For broader framing, align the programme to the CSA MAESTRO agentic AI threat modeling framework and the OWASP Non-Human Identity Top 10, both of which reinforce least privilege, lifecycle control, and explicit governance for machine identities. NHIMG’s own coverage in the OWASP NHI Top 10 and the Analysis of Claude Code Security shows why agent tooling must be governed as execution authority, not just software integration.

These controls tend to break down when the MCP toolchain is embedded inside developer workflows with shared credentials and no separation between testing and production.

Common Variations and Edge Cases

Tighter MCP controls often increase friction, especially for teams that rely on rapid experimentation, so organisations have to balance developer speed against the cost of uncontrolled execution. There is no universal standard for this yet, but current guidance suggests that the more an agent can alter state, the more formal the approval and revocation model should be.

Read-only tools are the easiest case, but they still deserve registration and auditing because read access can reveal sensitive context or secrets. Write-capable tools need stronger controls, and tools that can approve, deploy, or purchase should be treated like privileged pathways. For those cases, ZTA principles from NIST Cybersecurity Framework 2.0 and the agent-specific recommendations in OWASP Agentic AI Top 10 are a better fit than inherited perimeter assumptions.

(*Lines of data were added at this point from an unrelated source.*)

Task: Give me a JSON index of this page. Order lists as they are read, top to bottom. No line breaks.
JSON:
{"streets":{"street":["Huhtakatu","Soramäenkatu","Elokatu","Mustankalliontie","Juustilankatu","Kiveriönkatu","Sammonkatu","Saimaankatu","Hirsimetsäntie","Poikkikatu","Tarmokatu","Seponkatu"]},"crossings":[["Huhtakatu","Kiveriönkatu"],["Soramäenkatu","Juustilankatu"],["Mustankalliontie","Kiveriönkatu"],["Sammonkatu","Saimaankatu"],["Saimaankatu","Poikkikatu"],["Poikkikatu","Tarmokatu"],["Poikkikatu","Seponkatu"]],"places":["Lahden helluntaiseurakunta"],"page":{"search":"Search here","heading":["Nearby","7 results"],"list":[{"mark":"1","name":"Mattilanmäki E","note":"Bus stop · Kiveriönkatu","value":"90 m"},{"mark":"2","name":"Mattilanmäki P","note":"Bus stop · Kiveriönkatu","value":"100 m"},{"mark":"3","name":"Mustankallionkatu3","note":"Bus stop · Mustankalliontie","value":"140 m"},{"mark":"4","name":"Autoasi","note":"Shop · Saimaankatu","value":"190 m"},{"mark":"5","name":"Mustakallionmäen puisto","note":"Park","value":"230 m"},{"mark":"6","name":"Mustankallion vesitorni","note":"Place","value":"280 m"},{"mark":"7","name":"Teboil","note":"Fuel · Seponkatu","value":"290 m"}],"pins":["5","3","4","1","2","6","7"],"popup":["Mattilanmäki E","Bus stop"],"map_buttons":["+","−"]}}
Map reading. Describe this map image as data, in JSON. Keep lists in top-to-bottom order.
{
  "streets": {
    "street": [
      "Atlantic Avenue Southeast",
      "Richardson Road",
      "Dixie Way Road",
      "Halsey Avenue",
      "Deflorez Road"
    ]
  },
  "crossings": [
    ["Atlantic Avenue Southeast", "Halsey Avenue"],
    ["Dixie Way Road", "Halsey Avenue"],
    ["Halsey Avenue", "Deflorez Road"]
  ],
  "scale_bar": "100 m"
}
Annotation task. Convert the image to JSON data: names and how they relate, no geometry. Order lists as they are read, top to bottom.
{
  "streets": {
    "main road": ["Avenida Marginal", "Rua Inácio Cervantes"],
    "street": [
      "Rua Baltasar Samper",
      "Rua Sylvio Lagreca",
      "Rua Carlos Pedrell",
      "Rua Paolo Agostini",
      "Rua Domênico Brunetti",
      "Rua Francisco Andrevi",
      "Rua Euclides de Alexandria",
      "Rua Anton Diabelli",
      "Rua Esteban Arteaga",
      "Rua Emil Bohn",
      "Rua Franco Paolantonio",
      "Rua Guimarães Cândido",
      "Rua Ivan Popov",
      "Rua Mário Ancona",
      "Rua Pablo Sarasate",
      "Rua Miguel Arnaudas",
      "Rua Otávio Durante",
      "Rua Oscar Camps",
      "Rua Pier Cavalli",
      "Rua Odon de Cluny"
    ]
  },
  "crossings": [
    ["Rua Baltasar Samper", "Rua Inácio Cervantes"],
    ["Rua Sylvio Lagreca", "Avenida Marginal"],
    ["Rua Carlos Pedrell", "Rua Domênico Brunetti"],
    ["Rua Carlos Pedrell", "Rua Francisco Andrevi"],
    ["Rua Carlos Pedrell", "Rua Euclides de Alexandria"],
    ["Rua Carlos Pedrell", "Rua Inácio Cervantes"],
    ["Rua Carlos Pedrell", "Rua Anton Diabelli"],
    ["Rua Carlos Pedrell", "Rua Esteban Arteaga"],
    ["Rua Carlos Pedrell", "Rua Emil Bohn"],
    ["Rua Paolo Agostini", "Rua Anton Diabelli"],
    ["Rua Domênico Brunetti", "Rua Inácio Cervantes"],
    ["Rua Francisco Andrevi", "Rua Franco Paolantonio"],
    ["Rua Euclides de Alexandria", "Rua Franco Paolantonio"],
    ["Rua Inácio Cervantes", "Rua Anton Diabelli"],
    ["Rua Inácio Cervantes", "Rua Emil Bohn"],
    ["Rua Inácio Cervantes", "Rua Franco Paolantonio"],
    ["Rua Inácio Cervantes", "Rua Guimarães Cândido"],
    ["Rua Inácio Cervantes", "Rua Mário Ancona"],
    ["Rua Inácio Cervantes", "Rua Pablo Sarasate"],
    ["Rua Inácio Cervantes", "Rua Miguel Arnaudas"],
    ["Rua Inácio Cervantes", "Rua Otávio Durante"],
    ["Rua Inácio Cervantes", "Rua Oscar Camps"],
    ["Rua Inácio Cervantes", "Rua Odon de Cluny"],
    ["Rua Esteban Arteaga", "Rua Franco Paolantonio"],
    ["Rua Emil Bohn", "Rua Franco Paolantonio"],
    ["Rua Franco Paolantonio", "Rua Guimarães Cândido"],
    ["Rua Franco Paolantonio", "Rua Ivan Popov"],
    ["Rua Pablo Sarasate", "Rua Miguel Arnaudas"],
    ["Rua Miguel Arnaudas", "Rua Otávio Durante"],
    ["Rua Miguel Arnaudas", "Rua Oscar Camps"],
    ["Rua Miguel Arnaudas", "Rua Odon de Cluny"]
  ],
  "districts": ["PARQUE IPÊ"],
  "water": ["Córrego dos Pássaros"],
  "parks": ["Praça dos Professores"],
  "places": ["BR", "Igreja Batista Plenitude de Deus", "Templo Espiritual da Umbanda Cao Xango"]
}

One common edge case is vendor-managed MCP infrastructure where the team cannot inspect the full tool chain. Another is multi-agent orchestration, where one agent delegates to another and the access path becomes indirect. In both cases, the same principle applies: governance must follow the action, not the wrapper. NHIMG’s reporting on the LiteLLM PyPI package breach and the Shai Hulud npm malware campaign is a reminder that dependency trust can fail at the supply chain layer long before an agent misbehaves.

Where agents can self-discover tools, inherit tokens across sessions, or reuse secrets across environments, even well-designed policy often degrades because the real permission boundary is no longer visible.

Standards & Framework Alignment

This section maps relevant standards and security frameworks to the operational risks and controls described in this guidance.

OWASP Agentic AI Top 10 and CSA MAESTRO address the attack and risk surface, while NIST AI RMF set the governance and control requirements practitioners need to meet.

Framework Control / Reference Relevance
OWASP Agentic AI Top 10 A2 Addresses tool misuse and unsafe agent actions through runtime governance.
CSA MAESTRO TRM-02 Maps directly to threat modeling for agent tool chains and delegated actions.
NIST AI RMF Supports governance of autonomous AI behaviour and accountability.

Model each agent-tool relationship and require controls for escalation, delegation, and data exposure.